Population Size and Genetic Drift

A key theory, advanced by biologist Michael Lynch, argues that genome size is largely shaped by two non-adaptive forces: random genetic drift and mutation pressure. In species with large effective population sizes, natural selection is efficient enough to remove unnecessary DNA. In species with small populations, selection is weaker, and mildly harmful or neutral sequences (like extra transposable elements or bloated intergenic regions) accumulate simply because drift overwhelms selection.

This explains a broad pattern: bacteria and other microorganisms with enormous population sizes tend to have small, tightly packed genomes, while multicellular animals and plants with smaller populations tend to carry far more non-coding DNA. The nuclear genomes of multicellular organisms contain large stretches of non-coding sequence precisely because the disadvantage of carrying that extra DNA is too small to be effectively countered by selection.

How Genomes Shrink

Genome size isn’t a one-way ratchet. Several forces actively reduce it. One is deletion bias: in many organisms, especially prokaryotes, small deletions happen more frequently than insertions during DNA replication and repair. Over millions of years, this tips the balance toward smaller genomes.

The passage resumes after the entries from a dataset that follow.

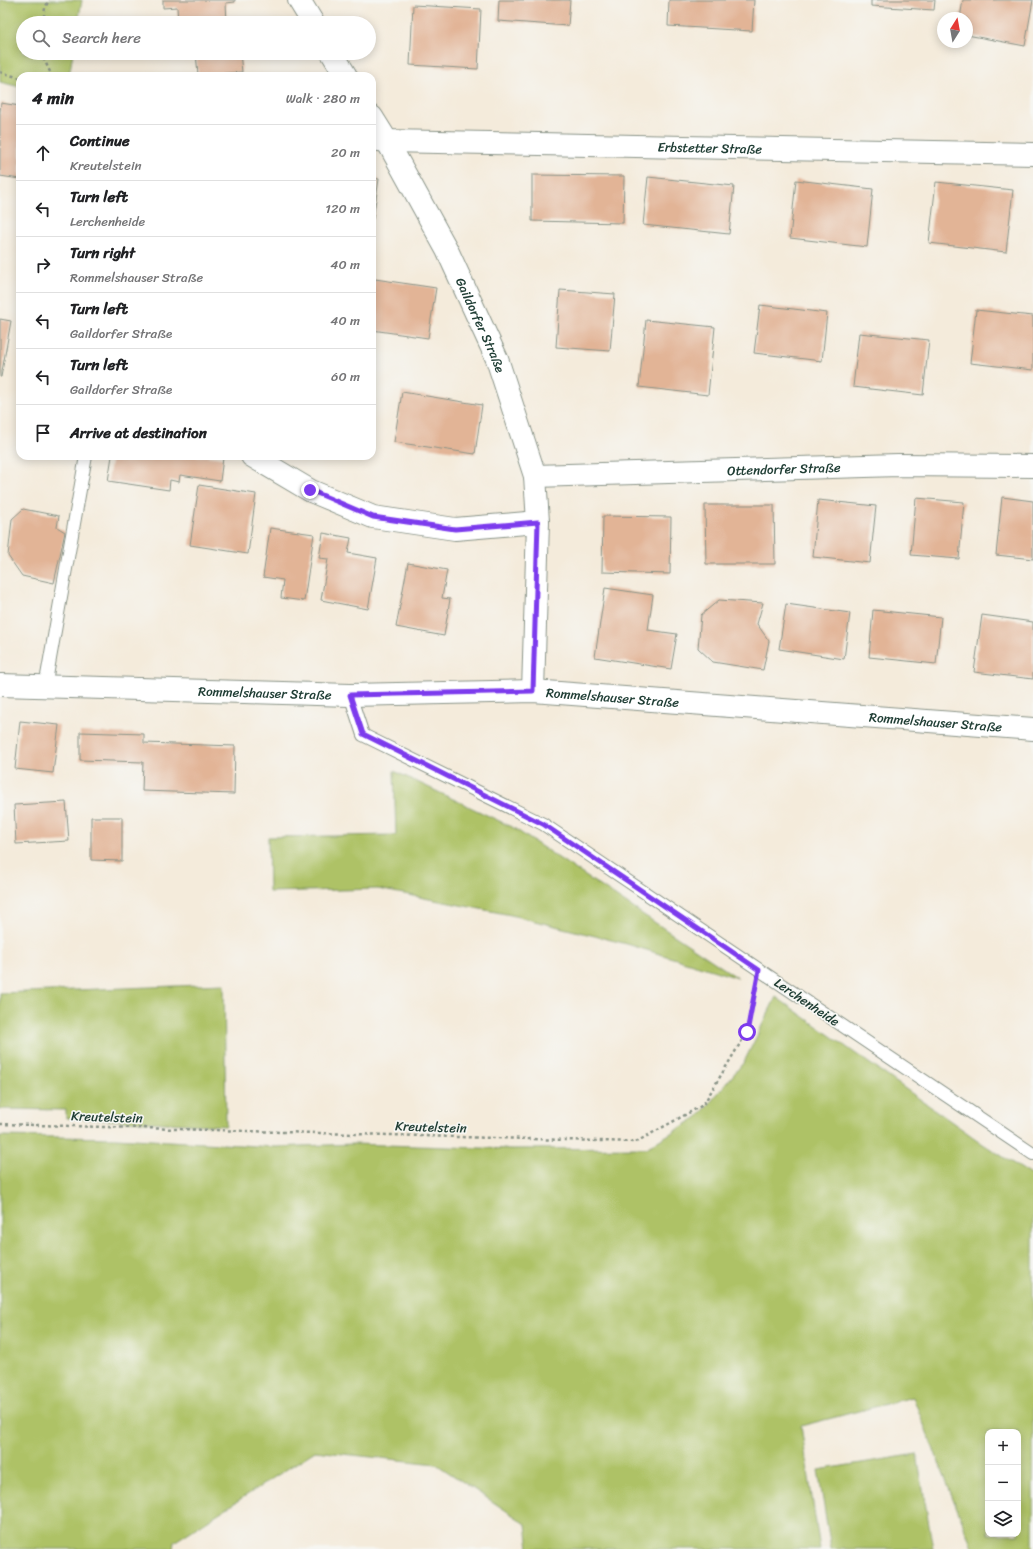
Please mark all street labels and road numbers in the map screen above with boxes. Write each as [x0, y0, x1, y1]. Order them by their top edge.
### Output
street label: Erbstetter Straße [657, 135, 763, 160]
street label: Gaildorfer Straße [450, 273, 512, 375]
street label: Ottendorfer Straße [727, 455, 841, 482]
street label: Rommelshauser Straße [198, 679, 332, 706]
street label: Rommelshauser Straße [545, 681, 680, 714]
street label: Rommelshauser Straße [868, 705, 1003, 738]
street label: Lerchenheide [769, 971, 845, 1033]
street label: Kreutelstein [71, 1104, 143, 1130]
street label: Kreutelstein [395, 1114, 467, 1140]

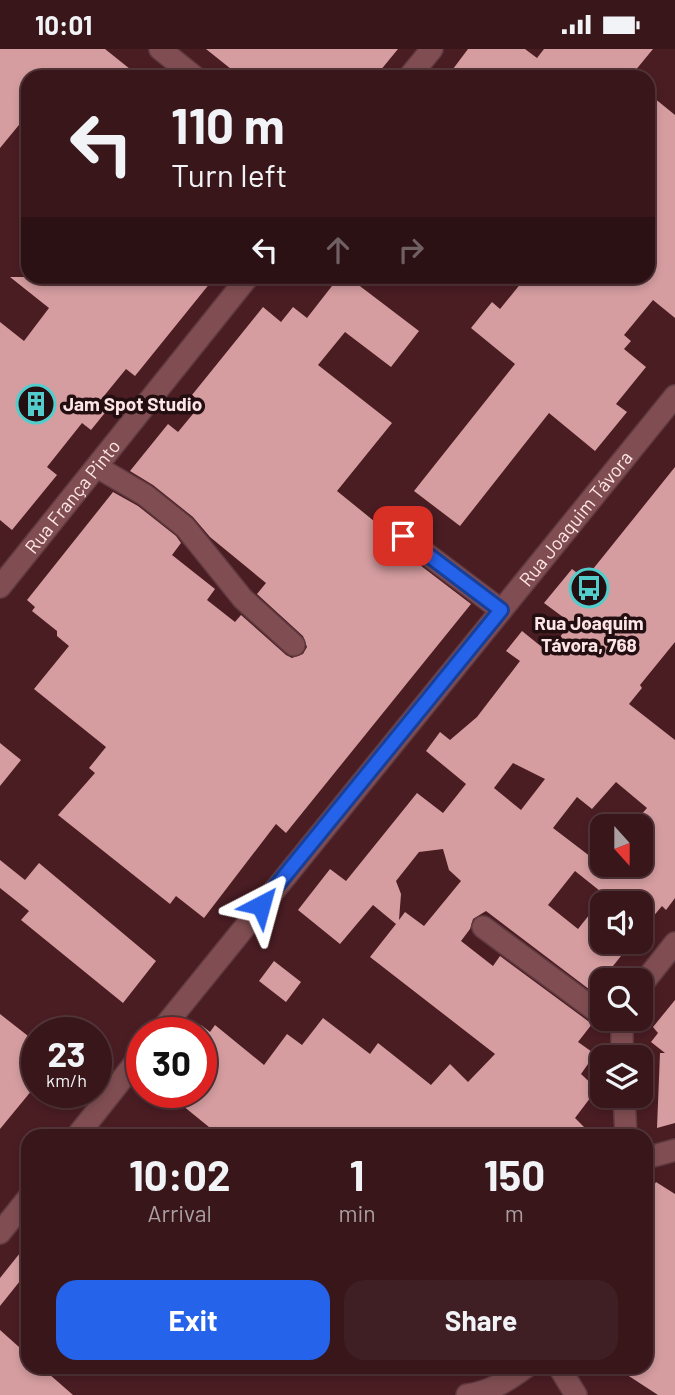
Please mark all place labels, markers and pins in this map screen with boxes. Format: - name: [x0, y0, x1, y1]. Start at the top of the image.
- building icon: Jam Spot Studio: [15, 383, 57, 425]
- place label: Jam Spot Studio: [63, 392, 202, 415]
- pin: [373, 506, 433, 566]
- bus stop icon: Rua Joaquim Távora, 768: [568, 567, 610, 609]
- place label: Rua Joaquim Távora, 768: [534, 611, 644, 656]

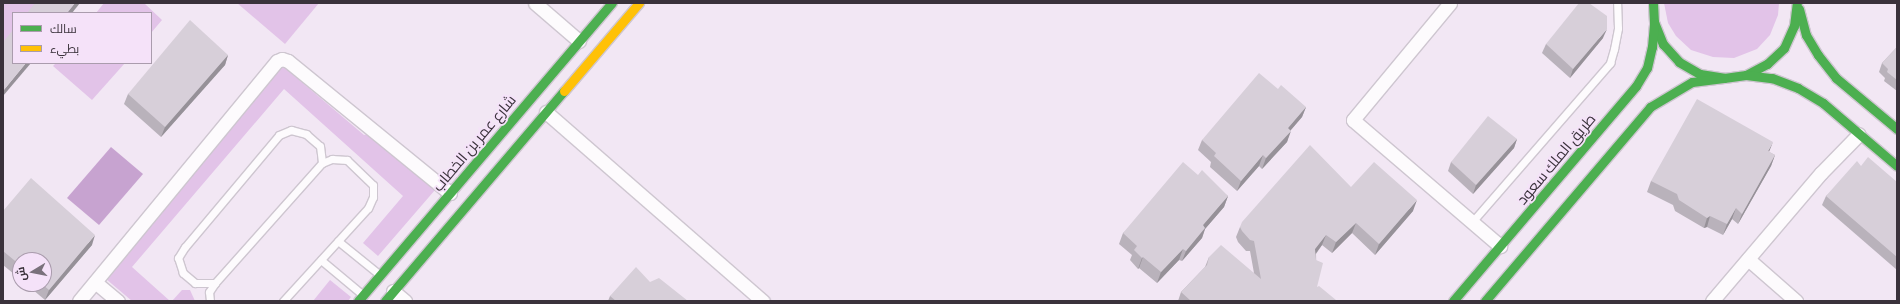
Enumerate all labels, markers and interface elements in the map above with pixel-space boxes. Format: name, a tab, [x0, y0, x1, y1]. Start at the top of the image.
legend	[12, 12, 152, 64]
text: سالك	[50, 21, 77, 35]
text: بطيء	[50, 41, 79, 55]
street label: شارع عمر بن الخطاب	[428, 91, 520, 195]
street label: طريق الملك سعود	[1513, 110, 1599, 208]
north arrow	[12, 252, 52, 292]
text: ش	[13, 266, 28, 282]

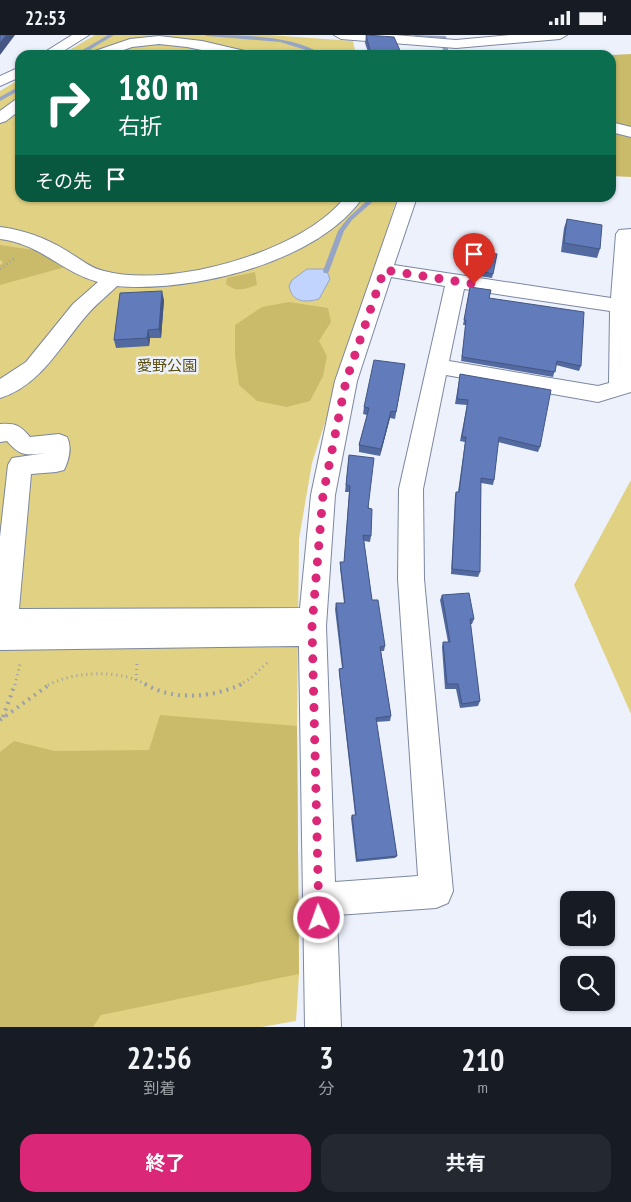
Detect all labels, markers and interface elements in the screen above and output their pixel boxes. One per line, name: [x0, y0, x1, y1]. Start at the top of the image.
text: 22:53: [25, 6, 66, 30]
text: 180 m: [118, 64, 199, 110]
icon: right: [35, 70, 100, 135]
text: 右折: [118, 112, 162, 140]
icon: arrive: [102, 165, 130, 193]
text: その先: [35, 169, 92, 193]
pin: [453, 233, 495, 284]
icon: arrive: [460, 240, 488, 268]
park label: 愛野公園: [137, 356, 197, 375]
position arrow: [292, 891, 344, 943]
map controls: [560, 891, 615, 1011]
button: sound: [560, 891, 615, 946]
button: search: [560, 956, 615, 1011]
text: 22:56: [127, 1038, 192, 1077]
text: 3: [319, 1038, 334, 1077]
text: 210: [461, 1040, 504, 1079]
text: m: [478, 1077, 488, 1097]
text: 到着: [143, 1078, 175, 1098]
text: 分: [318, 1078, 334, 1098]
button: 終了: [20, 1134, 311, 1192]
button: 共有: [321, 1134, 611, 1192]

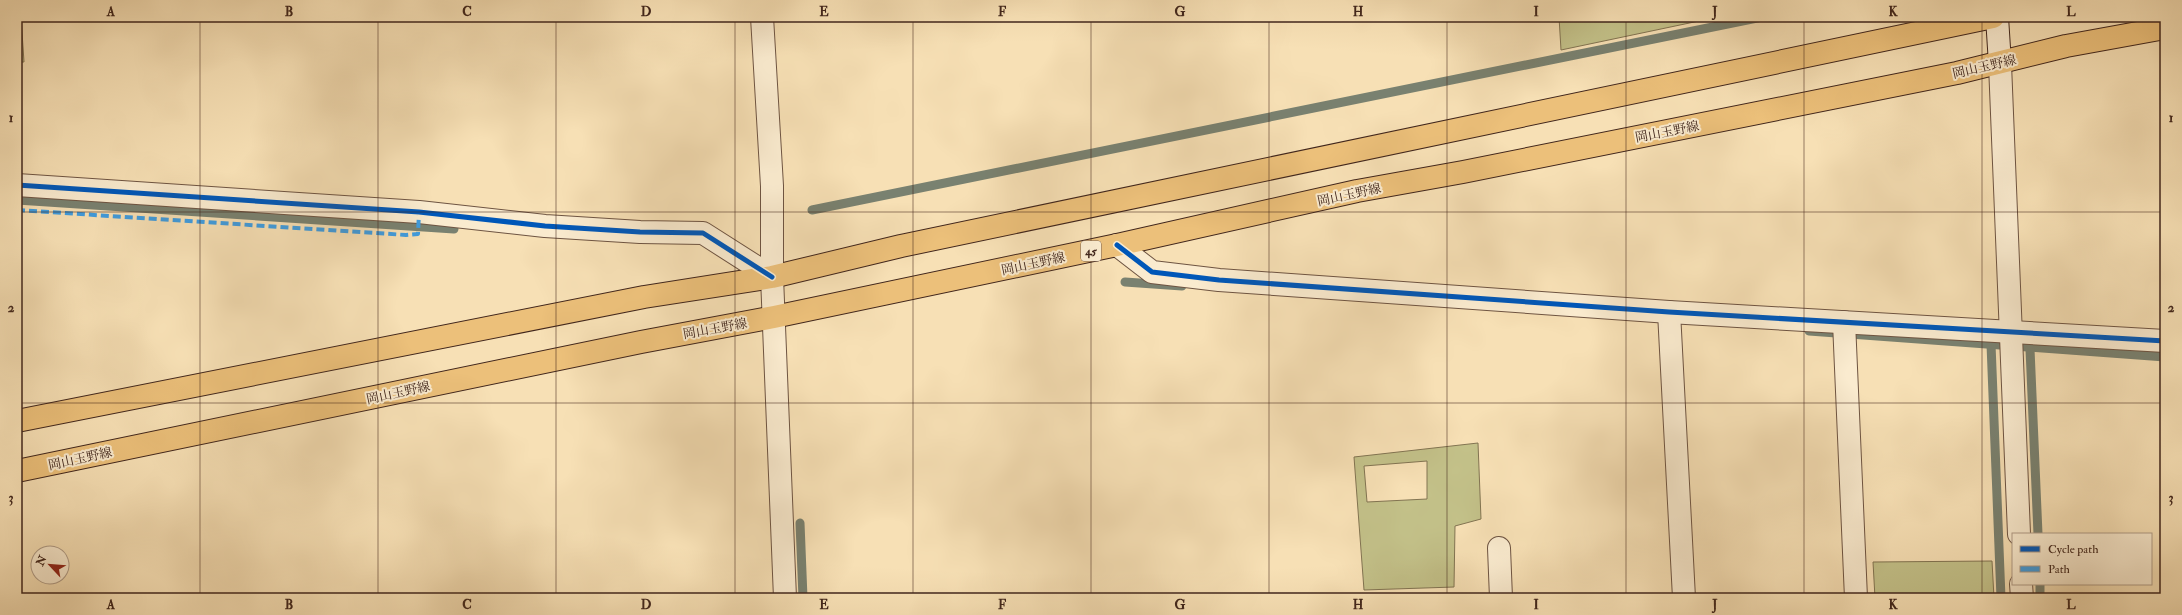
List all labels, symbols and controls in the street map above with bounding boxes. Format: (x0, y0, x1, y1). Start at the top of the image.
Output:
text: A (106, 4, 116, 20)
text: B (285, 4, 293, 20)
text: C (462, 4, 472, 20)
text: D (641, 4, 652, 20)
text: E (819, 4, 829, 20)
text: F (998, 4, 1007, 20)
text: G (1175, 4, 1186, 20)
text: H (1353, 4, 1364, 20)
text: I (1533, 4, 1539, 20)
text: J (1711, 4, 1718, 21)
text: K (1888, 4, 1898, 20)
text: L (2066, 4, 2076, 20)
street label: 岡山玉野線 (1951, 52, 2018, 82)
text: 1 (9, 110, 14, 126)
text: 1 (2169, 110, 2174, 126)
street label: 岡山玉野線 (1634, 118, 1701, 146)
street label: 岡山玉野線 (1316, 180, 1383, 210)
road number: 45 (1081, 241, 1101, 261)
street label: 岡山玉野線 (1000, 249, 1067, 279)
text: 2 (8, 300, 15, 316)
text: 2 (2168, 300, 2175, 316)
street label: 岡山玉野線 (682, 315, 749, 343)
street label: 岡山玉野線 (365, 378, 432, 408)
street label: 岡山玉野線 (47, 444, 114, 474)
text: 3 (9, 490, 14, 506)
text: 3 (2169, 490, 2174, 506)
legend (2012, 533, 2152, 585)
text: Cycle path (2048, 542, 2099, 557)
north arrow (30, 545, 70, 585)
text: N (33, 553, 50, 569)
text: Path (2048, 562, 2071, 577)
text: A (106, 597, 116, 613)
text: B (285, 597, 293, 613)
text: C (462, 597, 472, 613)
text: D (641, 597, 652, 613)
text: E (819, 597, 829, 613)
text: F (998, 597, 1007, 613)
text: G (1175, 597, 1186, 613)
text: H (1353, 597, 1364, 613)
text: I (1533, 597, 1539, 613)
text: J (1711, 597, 1718, 614)
text: K (1888, 597, 1898, 613)
text: L (2066, 597, 2076, 613)

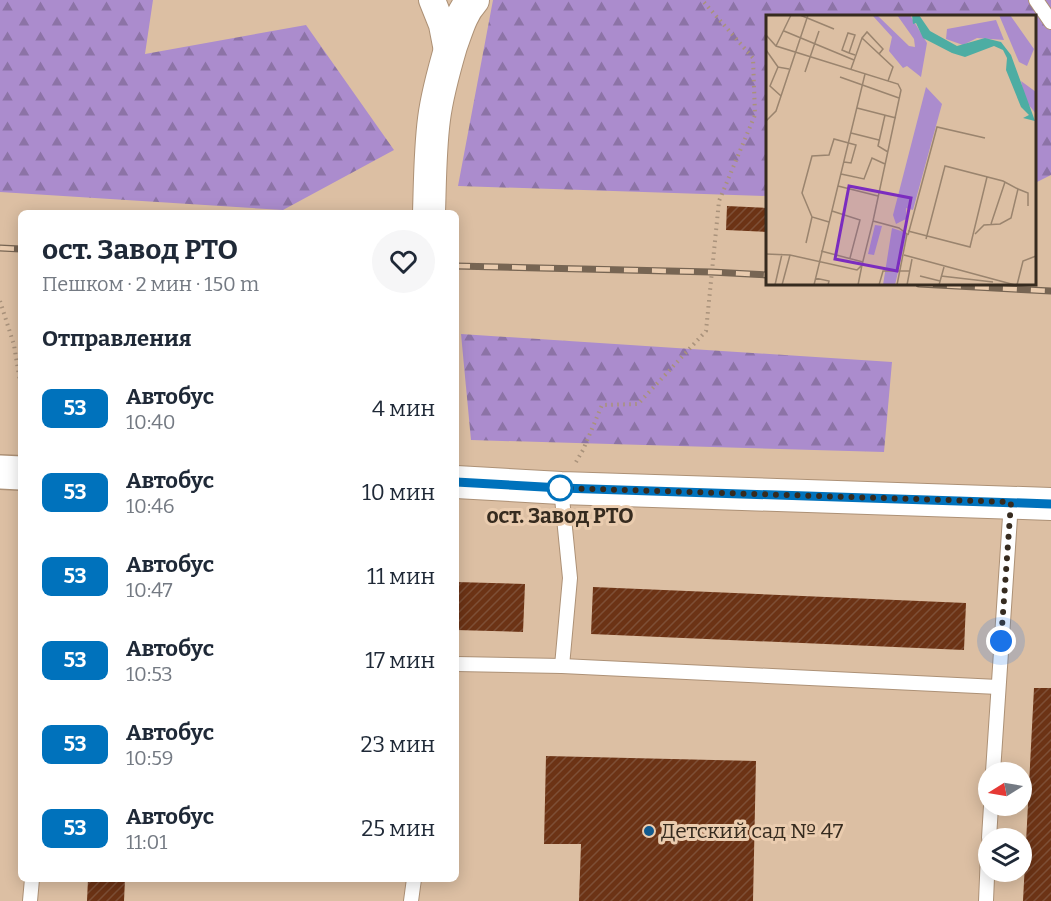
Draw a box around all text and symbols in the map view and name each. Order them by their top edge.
inset map [766,15,1036,285]
button: heart [372,230,435,293]
text: ост. Завод РТО [42,233,238,266]
text: Пешком · 2 мин · 150 m [42,272,259,296]
text: Отправления [42,325,192,352]
text: Автобус [126,383,214,410]
text: 53 [63,395,87,421]
text: 4 мин [372,395,435,422]
text: 10:40 [126,410,176,434]
text: Автобус [126,467,214,494]
marker: ост. Завод РТО [547,475,573,501]
text: 53 [63,479,87,505]
text: 10 мин [362,479,435,506]
text: 10:46 [126,494,175,518]
place label: ост. Завод РТО [486,503,634,529]
text: Автобус [126,551,214,578]
text: 53 [63,563,87,589]
text: 11 мин [367,563,435,590]
text: 10:47 [126,578,173,602]
your location [986,626,1016,656]
text: Автобус [126,635,214,662]
text: 53 [63,647,87,673]
text: 17 мин [365,647,435,674]
text: 10:53 [126,662,173,686]
text: Автобус [126,719,214,746]
text: 53 [63,731,87,757]
text: 23 мин [360,731,435,758]
text: 10:59 [126,746,173,770]
north arrow [978,762,1032,816]
map controls [978,762,1032,882]
text: Автобус [126,803,214,830]
text: 53 [63,815,87,841]
text: 25 мин [361,815,435,842]
place label: Детский сад № 47 [661,818,844,844]
marker: Детский сад № 47 [642,824,656,838]
button: layers [978,828,1032,882]
text: 11:01 [126,830,167,854]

Population size plays a role here too. Computational modeling shows that when population sizes increase, genomes lose a significant fraction of their non-coding sequences while maintaining their protein-coding content. The result is a densely packed genome, similar to what’s seen in streamlined marine bacteria. A different kind of shrinkage happens when mutation rates rise sharply. Under high mutation pressure, organisms that happen to have shorter genomes experience fewer harmful mutations per generation, giving them a survival edge. This “selection for robustness” can drive dramatic reductions in genome size, sometimes at the cost of losing functional genes.

Environmental stress can also push genomes toward compaction. In soil bacteria studied across gradients of temperature, rainfall, pH, and salinity, stressful environments consistently led to reduced genome content. Populations under harsher conditions shed accessory genes, particularly redundant duplicates, streamlining their genomes as an evolutionary response.

The Smallest and Largest Known Genomes

The range of genome sizes across life is staggering. Among free-living eukaryotes, the smallest known genome belongs to Ostreococcus tauri, a marine alga so tiny it’s the world’s smallest free-living eukaryotic cell. Its nuclear genome is just 12.56 million base pairs, packed with genes and stripped of almost all non-coding space through extreme compaction, including shortened gaps between genes and even fusion of adjacent genes.

At the other extreme, Paris japonica holds the record for the largest known eukaryotic genome at roughly 150 billion base pairs, about 50 times larger than the human genome. The vast majority of that DNA is repetitive sequence. These two organisms are not dramatically different in the number of biological tasks they perform. The difference is almost entirely in how much non-functional or repetitive DNA they carry.

Genome Size Affects the Cell Itself

Genome size isn’t just a bookkeeping detail. It has real physical consequences. There is a strong, well-documented correlation between total DNA content and cell size: more DNA means a larger nucleus, which means a larger cell. This relationship, called the nucleotypic effect, holds across vertebrates, plants, and other groups regardless of how much of that DNA actually codes for anything.

Larger cells divide more slowly. Within a given group of organisms, smaller cells tend to have higher metabolic rates and faster division times. In mammals and birds, DNA content correlates negatively with metabolic rate even after correcting for body size. In amphibians, direct measurements of red blood cell metabolism confirm the same pattern.

This carries consequences for development. In frogs, genome size correlates with the rate of cell proliferation and the overall speed of embryonic development. Species with larger genomes develop more slowly because their cells take longer to replicate all that DNA and divide. So while a bloated genome may not be immediately lethal, it imposes a real cost in terms of how quickly an organism can grow, reproduce, and respond to its environment.